Studies of the prevalence and incidence of malaria were conducted in children < 10 years old living in 10 rural villages on the island of Espiritu Santo, Vanuatu, south-west Pacific. Malaria prevalence remained stable at 30% throughout the year but the relative contributions of the 2 major species were highly dependent on season. Plasmodium falciparum predominated in the long wet season (November-May) and P. vivax in the dry season (June-October). Case definitions for malaria, derived using a multiple logistic regression method, showed that parasite densities associated with clinical disease were low; case definitions for P. falciparum (> 1000 parasites/microL in children > 1 year old and > 500 microL in infants) and P. vivax (> 500 parasites/microL at all ages) were both associated with a specificity and sensitivity of > 90%. Like prevalence data, malaria morbidity was highly seasonal; 80% of clinical P. falciparum infections occurred in the wet season and 66% of clinical P. vivax in the dry season. Mixed infections were rare.

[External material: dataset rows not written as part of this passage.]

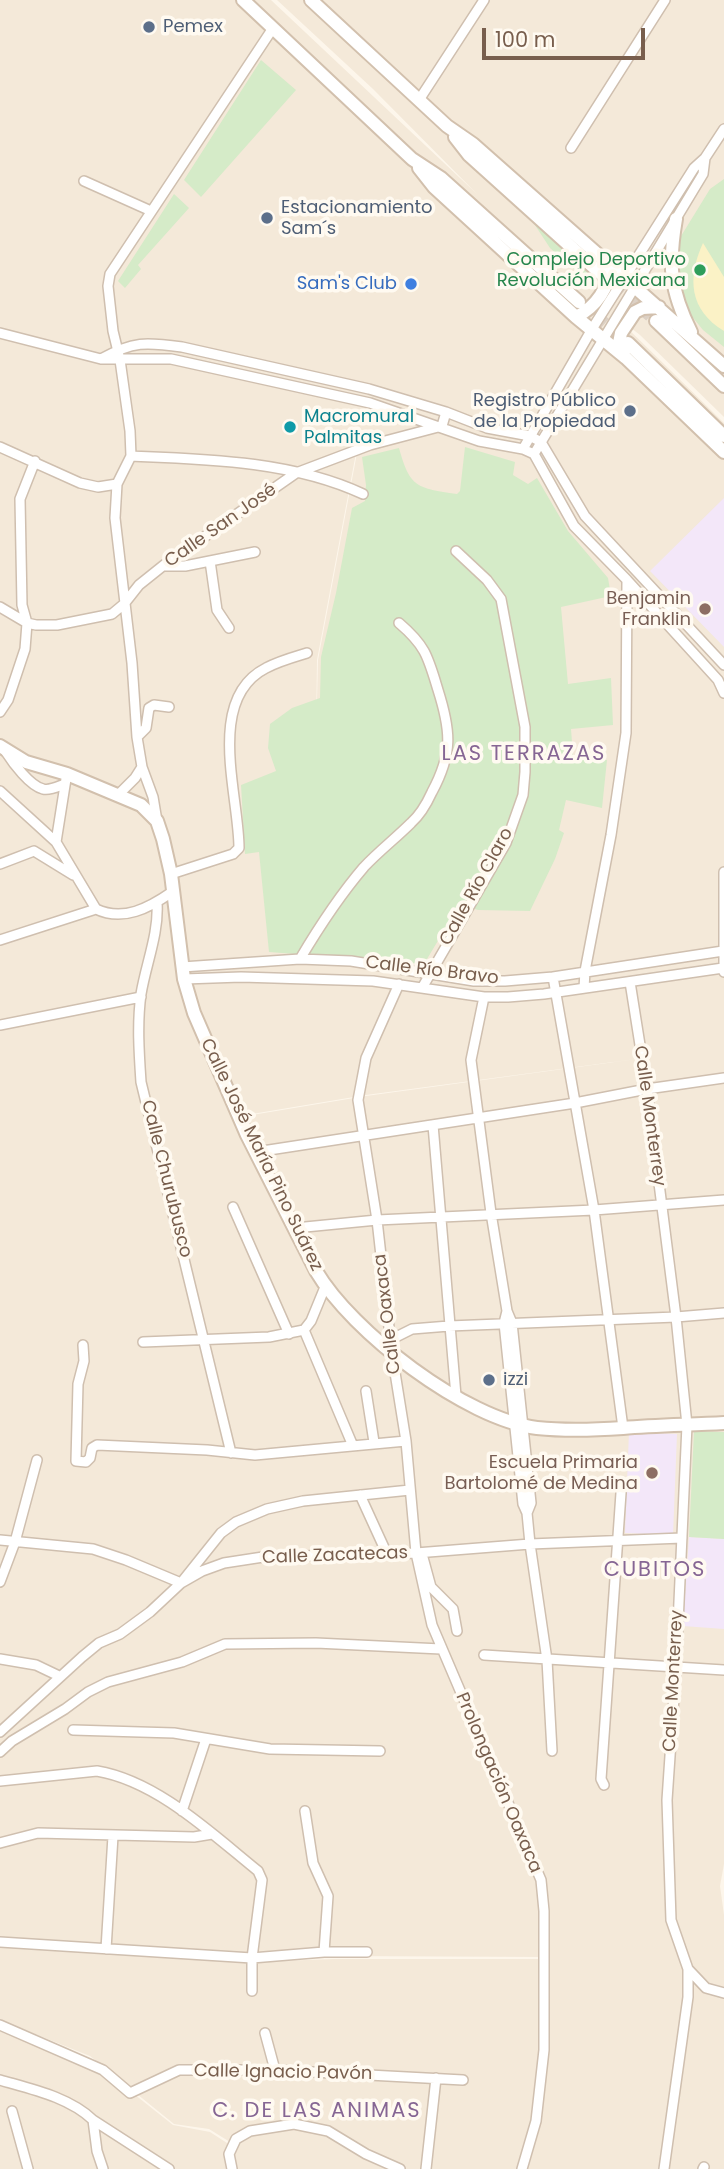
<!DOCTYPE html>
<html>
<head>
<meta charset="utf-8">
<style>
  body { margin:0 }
  #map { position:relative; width:724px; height:2169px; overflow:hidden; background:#fdf6eb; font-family:Poppins,sans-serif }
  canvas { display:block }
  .scale { position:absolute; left:482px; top:28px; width:163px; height:32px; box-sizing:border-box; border:4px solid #785e4d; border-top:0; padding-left:9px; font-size:21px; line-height:24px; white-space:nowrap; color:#785e4d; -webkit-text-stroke:5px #fffaf1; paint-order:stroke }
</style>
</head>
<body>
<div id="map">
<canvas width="724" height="2169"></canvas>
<div class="scale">100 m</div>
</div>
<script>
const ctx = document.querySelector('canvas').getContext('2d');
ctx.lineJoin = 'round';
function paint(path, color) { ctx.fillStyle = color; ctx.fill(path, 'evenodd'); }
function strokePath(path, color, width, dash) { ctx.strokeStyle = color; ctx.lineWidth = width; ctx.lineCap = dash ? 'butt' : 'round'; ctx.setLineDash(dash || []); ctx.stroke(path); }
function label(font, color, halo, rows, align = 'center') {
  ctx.font = font + ' Poppins,sans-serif'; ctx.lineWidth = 7; ctx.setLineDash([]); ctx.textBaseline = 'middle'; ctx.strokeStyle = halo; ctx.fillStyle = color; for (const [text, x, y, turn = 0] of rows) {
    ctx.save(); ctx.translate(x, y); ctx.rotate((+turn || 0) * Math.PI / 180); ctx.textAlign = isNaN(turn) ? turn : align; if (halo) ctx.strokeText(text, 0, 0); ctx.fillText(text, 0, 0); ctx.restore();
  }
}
paint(new Path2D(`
  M0,0h271l206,194 -104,-105 -96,-89h447v417l-84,-82 -27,-21 111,109v1441l-4,22 4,29v254h-201l8,-45 -10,45h-287l-4,-27 -21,-13 -35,-5 -84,-68 -90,-36v-73l64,1 185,14 86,-3h206v35l2,-37 -208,-1 -85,5 -188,-15 -62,-1v-1198l27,17 112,44 13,17 15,53 9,66 -8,-68 22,-7 -22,6 -14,-51 -14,-17 -113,-48 -27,-16zM408,436l-51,17 -39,207 -2,79 1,-79 39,-207zM651,1057l-285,39 -126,21 50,105 -76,-150 26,44 126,-21zM404,1439l27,187 20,52 76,163 -77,-163 -20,-52 -13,-77z
  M0,2022l90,37 83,66 37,7 17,11 3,26h-230z`), '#f4e9d9');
paint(new Path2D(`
  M724,498v149l-74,-76z
  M629,1432l48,2 -4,101 -48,-2z
  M689,1537l35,2v90l-41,-3z`), '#f3e7f9');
paint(new Path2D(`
  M261,60l35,30 -95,107 -17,-17z
  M724,179v168l-21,-17 -13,-16 -14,-35 2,-38 32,-52z
  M174,194l15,14 -51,57 3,4 -16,19 -7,-7z
  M531,219l63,54 -7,8 -37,-33z
  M465,447l50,15 -2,13 15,9 9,-6 31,53 40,47 3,18 -50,11 7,77 43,-6 2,47 -42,4 2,27 34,4 -5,48 -36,-8 -7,30 5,3 -9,26 -25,52 -52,-1 -18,-6 -36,60 -155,-12 -10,-100 -14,2 -4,-69 35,-14 -8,-23 2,-24 22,-16 28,-10 1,-41 15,-64 16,-85 13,-7 1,-16 -4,-28 37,-9c11,40 18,40 58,46l3,-3z
  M694,1431l30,1v107l-35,-2z`), '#d5ebc8');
paint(new Path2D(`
  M703,243l21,34v54c-35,-21 -37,-53 -21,-88z`), '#fbf2c6');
strokePath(new Path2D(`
  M600,273l56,48
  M582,304l45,38`), '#dcd0c4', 12, [12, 6]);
const street = new Path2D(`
  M419,100l65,-100
  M571,148l94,-148
  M84,181l67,30
  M0,333l101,26h70l199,44 109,38 44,8 11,5 40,72 53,54 91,100 6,13
  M101,359c32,-18 45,-17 81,-12l187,42 77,23 41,16 43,8 11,6 44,74 139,149
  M0,447l80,36 18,4 19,-3
  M523,449l69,-120 102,-161 11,-10 19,-29
  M534,454l169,-280 2,-16
  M131,456c75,3 162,5 232,38
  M210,561l7,49 12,18
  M166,566h19l70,-14
  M0,607l27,16 9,2h21l55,-11 12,-10 15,-19 25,-20 132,-92 74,-28 72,-19 4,-14
  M0,712l8,-12 17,-51 2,-26 -5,-18 -2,-106 15,-38
  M137,737l9,-9 3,-20 5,-3 15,2
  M6,752c7,11 24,34 37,37 7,2 16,-3 22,-5
  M0,791l56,51 40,67
  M118,795l17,-17 7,-11
  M157,821l-4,-24 -11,-30 -5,-30 -5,-74 -17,-145 2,-34 14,-28 -1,-25 -10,-71 -7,-29 -5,-45 2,-12 163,-246
  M56,842l10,-63
  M0,864l34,-13 39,24
  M171,874l62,-20 6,-6c0,-53 -34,-149 27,-180 13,-7 28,-11 41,-15
  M157,903c2,30 -11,61 -16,91 -4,29 -2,59 0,88l90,371
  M96,909c27,13 53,-1 76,-17
  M0,940l96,-31
  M300,959c19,-32 40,-64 64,-92 15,-16 32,-29 47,-44 9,-8 16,-20 21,-31 21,-39 19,-61 6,-102 -10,-33 -12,-44 -39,-67
  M182,967l118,-8 51,2 123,20h31l48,-4 170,-26
  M724,972v-100
  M553,977l41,233 29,218
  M184,979l57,-2 132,4 111,16h24l36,-3 179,-26
  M630,982l17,107 29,228 11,108 -11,243 -9,132 4,120 17,49v28l-24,172
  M399,984l-33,74 -8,42 19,120 15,134 14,87 10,112 16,72 109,255 3,31v139l-8,71 -14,48
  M422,988l84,-145 17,-48 2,-23v-45l-24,-128 -14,-19 -31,-29
  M584,988l1,-17 26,-136 15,-102 1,-153
  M484,997l-13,63 20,153 16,98 5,12 19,180 -4,10
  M0,1025l141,-28
  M433,1125l23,271
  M256,1152l319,-49 72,-14 77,-11
  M233,1207l56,127
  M295,1228l82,-8 217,-10 130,-10
  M507,1311l-3,12 19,181 4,9 3,31 17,116 5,91
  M304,1330l49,116
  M392,1339l20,-10 37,-3 227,-9 48,-4
  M143,1342l126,-5 35,-7 7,-9 14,-34
  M83,1345l1,16 -6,23 -2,77 10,1 4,-4 2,-10 5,-3 110,5 48,5 151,-14
  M366,1391l8,51
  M360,1495l27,59
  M0,1540l93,9 33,11 55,23 21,-12 22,-8 39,-6 153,-4 114,-9 152,-6
  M422,1554l9,33 22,22 4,22
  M0,1582l15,-40 22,-82
  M484,1655l240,15
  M0,1659l36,6 23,11
  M73,1730l101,3 96,16 110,2
  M0,1732l82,-75 17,-14 21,-9 30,-22 31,-29 40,-50 15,-11 31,-13 36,-8 107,-11
  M0,1752l12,-11 53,-32 23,-17 20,-10 74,-20 43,-18 91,-1 125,6
  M0,1781l97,-10c60,10 115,63 161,100l4,9 -10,78v33
  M604,1785l-3,-6 20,-286
  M182,1811l24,-72
  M305,1811l8,52 15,33 -4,56
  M0,1843l38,-10 156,4 18,-3
  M0,1942l252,16 72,-6h43
  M106,1949l7,-113
  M688,1969l18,19 18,5
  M0,2025l103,45 27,23 49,-23h96l188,10
  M265,2033l10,37
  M0,2080c31,9 69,17 93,40l76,49
  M12,2111l16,58
  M93,2120l4,31 6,18
  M232,2169l-3,-15 7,-15 14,-8 44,-7 34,7 38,23 34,15
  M426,2169l10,-91
  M703,2169l1,-2`);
const secondary = new Path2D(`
  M243,0l169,159 29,19 138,124
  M311,0l136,126 26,18 251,222
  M455,137l14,18 131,118
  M419,168l15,19 142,130 50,41 98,94
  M676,219c-8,46 -6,71 15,113
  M576,317c20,-10 34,-30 34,-52
  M656,321l68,65
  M628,343l96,93
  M624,355l-5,-12 2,-10 14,-21 8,-4 16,-1
  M0,746l26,16 41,12 74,31 16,16 6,18 8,35 13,105 10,34 53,122 69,136c36,61 149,148 221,157 29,3 57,2 86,0 33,-3 67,-3 101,-5`);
strokePath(street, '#cfbfaf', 12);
strokePath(secondary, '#d2c0ad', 16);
strokePath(street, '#fff', 9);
strokePath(secondary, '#fff', 12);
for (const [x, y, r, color] of [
  [149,27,7,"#5c6f8a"],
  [267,218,7,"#5c6f8a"],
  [700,270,7,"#2e9e5b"],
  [411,284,7,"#3f7fe0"],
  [630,411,7,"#5c6f8a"],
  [290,427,7,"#0f9aa8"],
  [705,609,7,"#8d6e63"],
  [489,1380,7,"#5c6f8a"],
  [652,1473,7,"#8d6e63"]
]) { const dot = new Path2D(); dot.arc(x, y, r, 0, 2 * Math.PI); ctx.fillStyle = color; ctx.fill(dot); strokePath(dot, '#fffaf1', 2.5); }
label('18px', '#4e5e75', '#fffaf1', [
  ["Pemex",163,27],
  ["Estacionamiento",281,208],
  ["Sam´s",281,229],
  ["Registro Público",616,401,"right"],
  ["de la Propiedad",616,422,"right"],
  ["izzi",503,1380]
], 'left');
label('18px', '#27864d', '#fffaf1', [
  ["Complejo Deportivo",686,260],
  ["Revolución Mexicana",686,281]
], 'right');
label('18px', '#366cbe', '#fffaf1', [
  ["Sam's Club",397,284]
], 'right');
label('18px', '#0d838f', '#fffaf1', [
  ["Macromural",304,417],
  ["Palmitas",304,438]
], 'left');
label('18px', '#785e4d', '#fffaf1', [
  ["Calle San José",221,526,-35],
  ["Calle Río Claro",477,887,-61],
  ["Calle Río Bravo",432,971,7],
  ["Calle Monterrey",649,1116,82],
  ["Calle José María Pino Suárez",261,1155,64],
  ["Calle Churubusco",166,1179,76],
  ["Calle Oaxaca",388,1314,-97],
  ["Calle Zacatecas",335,1556,-2],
  ["Calle Monterrey",674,1681,-87],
  ["Prolongación Oaxaca",498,1783,67],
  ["Calle Ignacio Pavón",283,2073,1]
]);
label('18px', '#785e54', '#fffaf1', [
  ["Benjamin",691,599],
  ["Franklin",691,620],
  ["Escuela Primaria",638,1463],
  ["Bartolomé de Medina",638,1484]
], 'right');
ctx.letterSpacing = '2px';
label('21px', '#866694', '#fffaf1', [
  ["LAS TERRAZAS",524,755],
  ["CUBITOS",655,1571],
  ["C. DE LAS ANIMAS",317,2112]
]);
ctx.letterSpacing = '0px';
</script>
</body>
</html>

Malaria was important cause of morbidity with children < 5 years old experiencing 1.3-3.0 episodes of clinical malaria per year and 23% of fevers being attributable to malaria in this age group. Children aged 5-9 years continued to suffer one episode of clinical malaria per year. The peak incidence of P. vivax malaria occurred earlier in life than the peak incidence of P. falciparum malaria. The possible interactions between these 2 parasite species are discussed.